Simulating miniature human organs in the laboratory has become an invaluable tool in medical research. A pioneering team of researchers from Cedars-Sinai Medical Center in Los Angeles has recently developed an innovative ‘heart-on-a-chip’ model. This cutting-edge technology is expected to play a vital role in ensuring the safety of cancer treatments, which have been known to pose risks to the heart. The heart-on-a-chip model stands out due to the maturity of the cells derived from human induced pluripotent stem cells (hiPSCs) and its ability to mimic a human heart by beating at approximately 60 beats per minute.
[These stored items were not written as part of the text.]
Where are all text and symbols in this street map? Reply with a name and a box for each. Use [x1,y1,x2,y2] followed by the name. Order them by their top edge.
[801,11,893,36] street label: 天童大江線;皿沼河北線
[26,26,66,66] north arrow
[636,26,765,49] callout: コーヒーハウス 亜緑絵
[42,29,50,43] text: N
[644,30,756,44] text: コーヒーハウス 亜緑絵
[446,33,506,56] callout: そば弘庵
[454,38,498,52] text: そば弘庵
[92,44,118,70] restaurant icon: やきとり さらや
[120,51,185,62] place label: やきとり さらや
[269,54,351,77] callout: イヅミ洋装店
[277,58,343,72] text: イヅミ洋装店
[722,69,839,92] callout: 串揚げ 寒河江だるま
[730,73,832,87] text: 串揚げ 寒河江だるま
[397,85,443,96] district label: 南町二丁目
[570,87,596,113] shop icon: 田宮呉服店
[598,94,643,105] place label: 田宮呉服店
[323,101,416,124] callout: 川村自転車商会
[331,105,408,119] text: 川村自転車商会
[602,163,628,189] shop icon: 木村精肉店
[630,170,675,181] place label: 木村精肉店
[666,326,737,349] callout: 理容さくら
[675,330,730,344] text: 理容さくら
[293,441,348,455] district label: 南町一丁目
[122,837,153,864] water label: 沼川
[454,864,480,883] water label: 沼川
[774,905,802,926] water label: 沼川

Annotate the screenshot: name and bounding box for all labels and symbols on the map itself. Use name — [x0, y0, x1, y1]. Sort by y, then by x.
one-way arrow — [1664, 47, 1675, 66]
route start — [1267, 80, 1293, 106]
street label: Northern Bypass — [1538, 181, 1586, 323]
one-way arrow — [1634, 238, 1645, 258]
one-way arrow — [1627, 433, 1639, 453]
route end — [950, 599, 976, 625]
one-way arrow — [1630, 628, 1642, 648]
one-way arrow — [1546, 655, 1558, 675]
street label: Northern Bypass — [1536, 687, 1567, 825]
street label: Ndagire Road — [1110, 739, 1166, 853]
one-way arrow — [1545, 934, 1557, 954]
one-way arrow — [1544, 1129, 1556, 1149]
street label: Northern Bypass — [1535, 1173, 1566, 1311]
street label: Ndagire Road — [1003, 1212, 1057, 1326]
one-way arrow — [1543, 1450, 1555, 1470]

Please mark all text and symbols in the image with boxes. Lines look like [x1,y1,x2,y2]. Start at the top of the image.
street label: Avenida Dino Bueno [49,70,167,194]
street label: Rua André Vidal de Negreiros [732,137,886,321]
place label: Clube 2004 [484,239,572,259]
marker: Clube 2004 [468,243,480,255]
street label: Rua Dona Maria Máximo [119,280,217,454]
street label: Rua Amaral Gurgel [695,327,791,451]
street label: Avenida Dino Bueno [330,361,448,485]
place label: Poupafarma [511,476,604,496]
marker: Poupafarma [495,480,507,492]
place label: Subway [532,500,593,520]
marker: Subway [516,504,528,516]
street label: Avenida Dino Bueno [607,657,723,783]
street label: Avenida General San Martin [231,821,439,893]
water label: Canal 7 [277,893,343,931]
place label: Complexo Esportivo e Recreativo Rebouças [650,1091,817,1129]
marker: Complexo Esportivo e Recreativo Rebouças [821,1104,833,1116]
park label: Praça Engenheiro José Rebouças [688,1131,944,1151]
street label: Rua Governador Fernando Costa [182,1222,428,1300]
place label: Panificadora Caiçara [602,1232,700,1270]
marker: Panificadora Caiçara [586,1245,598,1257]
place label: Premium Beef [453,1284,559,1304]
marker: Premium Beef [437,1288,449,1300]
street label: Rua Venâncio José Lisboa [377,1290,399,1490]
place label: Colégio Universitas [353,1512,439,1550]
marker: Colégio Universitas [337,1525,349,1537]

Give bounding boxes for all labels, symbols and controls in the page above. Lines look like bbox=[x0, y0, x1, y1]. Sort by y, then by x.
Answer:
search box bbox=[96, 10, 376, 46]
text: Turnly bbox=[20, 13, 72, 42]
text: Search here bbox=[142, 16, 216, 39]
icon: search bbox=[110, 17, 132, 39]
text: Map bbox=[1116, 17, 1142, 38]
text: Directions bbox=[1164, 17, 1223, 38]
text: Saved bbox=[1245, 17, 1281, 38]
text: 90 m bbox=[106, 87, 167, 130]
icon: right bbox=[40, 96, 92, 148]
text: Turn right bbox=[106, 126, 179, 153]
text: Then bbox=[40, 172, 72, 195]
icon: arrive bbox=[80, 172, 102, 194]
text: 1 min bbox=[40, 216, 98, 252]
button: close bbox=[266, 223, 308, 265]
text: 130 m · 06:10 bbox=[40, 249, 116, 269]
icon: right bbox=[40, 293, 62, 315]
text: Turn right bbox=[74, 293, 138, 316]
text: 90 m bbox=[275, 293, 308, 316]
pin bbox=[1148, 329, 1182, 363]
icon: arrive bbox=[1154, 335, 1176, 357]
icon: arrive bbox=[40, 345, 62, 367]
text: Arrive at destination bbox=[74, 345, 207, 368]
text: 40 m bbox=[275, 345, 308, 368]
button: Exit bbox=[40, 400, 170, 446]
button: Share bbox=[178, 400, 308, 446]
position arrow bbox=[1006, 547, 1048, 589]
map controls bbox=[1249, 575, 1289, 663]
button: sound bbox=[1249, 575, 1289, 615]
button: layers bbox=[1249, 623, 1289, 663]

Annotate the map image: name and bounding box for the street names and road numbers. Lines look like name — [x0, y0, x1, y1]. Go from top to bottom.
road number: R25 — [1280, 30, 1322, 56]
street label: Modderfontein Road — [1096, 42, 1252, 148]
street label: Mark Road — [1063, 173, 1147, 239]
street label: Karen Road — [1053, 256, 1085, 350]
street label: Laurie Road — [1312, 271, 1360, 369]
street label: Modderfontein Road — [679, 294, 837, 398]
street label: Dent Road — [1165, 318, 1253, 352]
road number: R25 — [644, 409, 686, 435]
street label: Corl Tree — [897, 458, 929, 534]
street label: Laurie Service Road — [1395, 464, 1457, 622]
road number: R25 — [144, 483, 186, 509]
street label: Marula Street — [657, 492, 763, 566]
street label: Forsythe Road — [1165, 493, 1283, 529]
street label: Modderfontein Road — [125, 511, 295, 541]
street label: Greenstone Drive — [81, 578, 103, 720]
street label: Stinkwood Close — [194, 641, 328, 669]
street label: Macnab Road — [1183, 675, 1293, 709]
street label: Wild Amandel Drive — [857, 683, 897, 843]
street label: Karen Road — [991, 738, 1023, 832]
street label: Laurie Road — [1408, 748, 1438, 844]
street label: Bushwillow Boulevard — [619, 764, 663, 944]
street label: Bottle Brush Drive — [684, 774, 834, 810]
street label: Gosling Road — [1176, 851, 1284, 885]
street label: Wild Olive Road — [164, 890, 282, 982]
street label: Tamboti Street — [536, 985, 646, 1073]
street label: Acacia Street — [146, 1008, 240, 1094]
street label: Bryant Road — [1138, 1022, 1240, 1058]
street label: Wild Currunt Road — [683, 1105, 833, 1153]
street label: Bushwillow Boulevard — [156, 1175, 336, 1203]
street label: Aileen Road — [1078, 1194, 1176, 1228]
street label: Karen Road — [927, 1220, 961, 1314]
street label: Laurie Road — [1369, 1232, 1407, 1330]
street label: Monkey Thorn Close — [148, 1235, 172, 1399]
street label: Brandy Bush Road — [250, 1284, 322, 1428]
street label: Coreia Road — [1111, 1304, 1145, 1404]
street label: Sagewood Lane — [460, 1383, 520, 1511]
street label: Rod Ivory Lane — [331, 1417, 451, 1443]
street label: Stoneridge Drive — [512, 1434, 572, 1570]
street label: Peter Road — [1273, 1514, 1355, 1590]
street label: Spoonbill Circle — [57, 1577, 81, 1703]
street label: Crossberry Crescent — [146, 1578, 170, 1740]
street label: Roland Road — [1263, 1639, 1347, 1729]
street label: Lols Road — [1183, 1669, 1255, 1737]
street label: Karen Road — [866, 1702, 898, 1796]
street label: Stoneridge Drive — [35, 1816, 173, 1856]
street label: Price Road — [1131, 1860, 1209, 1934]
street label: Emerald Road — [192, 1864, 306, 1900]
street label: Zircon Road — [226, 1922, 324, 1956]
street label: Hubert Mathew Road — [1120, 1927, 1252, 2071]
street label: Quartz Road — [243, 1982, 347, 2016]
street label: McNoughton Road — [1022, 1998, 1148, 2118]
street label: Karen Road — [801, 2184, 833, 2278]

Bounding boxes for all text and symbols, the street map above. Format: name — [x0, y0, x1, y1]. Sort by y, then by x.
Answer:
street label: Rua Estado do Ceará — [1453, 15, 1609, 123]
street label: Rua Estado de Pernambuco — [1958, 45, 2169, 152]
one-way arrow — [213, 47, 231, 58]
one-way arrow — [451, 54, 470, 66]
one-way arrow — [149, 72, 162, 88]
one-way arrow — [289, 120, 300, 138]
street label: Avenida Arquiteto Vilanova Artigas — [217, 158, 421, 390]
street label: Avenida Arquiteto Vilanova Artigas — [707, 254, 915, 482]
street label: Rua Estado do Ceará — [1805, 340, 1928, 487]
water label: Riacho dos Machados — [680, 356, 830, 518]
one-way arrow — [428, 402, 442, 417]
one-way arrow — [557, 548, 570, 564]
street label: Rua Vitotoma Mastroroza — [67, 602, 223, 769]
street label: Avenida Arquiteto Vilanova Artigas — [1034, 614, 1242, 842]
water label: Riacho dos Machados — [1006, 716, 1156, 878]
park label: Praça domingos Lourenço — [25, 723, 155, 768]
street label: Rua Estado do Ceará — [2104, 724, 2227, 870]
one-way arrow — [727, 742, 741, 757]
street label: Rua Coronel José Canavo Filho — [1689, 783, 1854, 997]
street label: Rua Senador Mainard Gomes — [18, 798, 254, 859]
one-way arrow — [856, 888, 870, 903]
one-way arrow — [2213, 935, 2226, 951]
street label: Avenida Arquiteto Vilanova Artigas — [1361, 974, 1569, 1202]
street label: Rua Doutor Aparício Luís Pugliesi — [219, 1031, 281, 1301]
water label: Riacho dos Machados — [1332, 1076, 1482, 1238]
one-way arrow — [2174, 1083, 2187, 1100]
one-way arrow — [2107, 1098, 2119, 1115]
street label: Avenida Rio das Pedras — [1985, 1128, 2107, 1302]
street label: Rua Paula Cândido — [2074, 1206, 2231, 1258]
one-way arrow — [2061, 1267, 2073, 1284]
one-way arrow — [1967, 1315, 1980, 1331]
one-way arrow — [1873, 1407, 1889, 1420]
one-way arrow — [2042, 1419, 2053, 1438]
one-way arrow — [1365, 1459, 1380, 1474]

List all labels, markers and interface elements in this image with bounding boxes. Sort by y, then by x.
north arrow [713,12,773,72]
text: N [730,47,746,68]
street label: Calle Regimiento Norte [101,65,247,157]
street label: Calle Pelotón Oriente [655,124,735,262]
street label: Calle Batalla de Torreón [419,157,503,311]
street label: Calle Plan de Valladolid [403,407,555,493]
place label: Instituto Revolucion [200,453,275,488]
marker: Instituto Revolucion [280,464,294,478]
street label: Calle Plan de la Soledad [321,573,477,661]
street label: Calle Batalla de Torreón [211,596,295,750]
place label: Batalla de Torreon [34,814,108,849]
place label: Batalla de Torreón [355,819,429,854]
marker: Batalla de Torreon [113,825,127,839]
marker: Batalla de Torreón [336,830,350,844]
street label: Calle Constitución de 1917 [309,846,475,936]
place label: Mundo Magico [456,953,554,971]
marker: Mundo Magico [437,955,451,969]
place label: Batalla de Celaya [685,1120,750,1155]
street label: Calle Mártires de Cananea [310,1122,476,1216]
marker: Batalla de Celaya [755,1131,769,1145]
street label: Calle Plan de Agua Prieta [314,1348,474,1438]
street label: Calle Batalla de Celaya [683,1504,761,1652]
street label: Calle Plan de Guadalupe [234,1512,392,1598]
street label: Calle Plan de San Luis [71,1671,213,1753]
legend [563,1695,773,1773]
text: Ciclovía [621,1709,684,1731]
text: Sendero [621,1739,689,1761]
The heart-on-a-chip developed by the researchers has the potential to significantly reduce reliance on animal models for preclinical drug cardiotoxicity testing. By engineering hiPSCs to become heart cells and blood vessel cells, the team created a heart-on-a-chip model. The heart cells (cardiomyocytes) and blood vessel cells (endothelial cells) are kept separate but close enough to interact, simulating their arrangement within the human body. This enables scientists to simulate blood flow and the mechanical movements of the heart in response to different drug treatments. By doing so, potential toxicity issues that could lead to arrhythmia or muscle cell death can be predicted.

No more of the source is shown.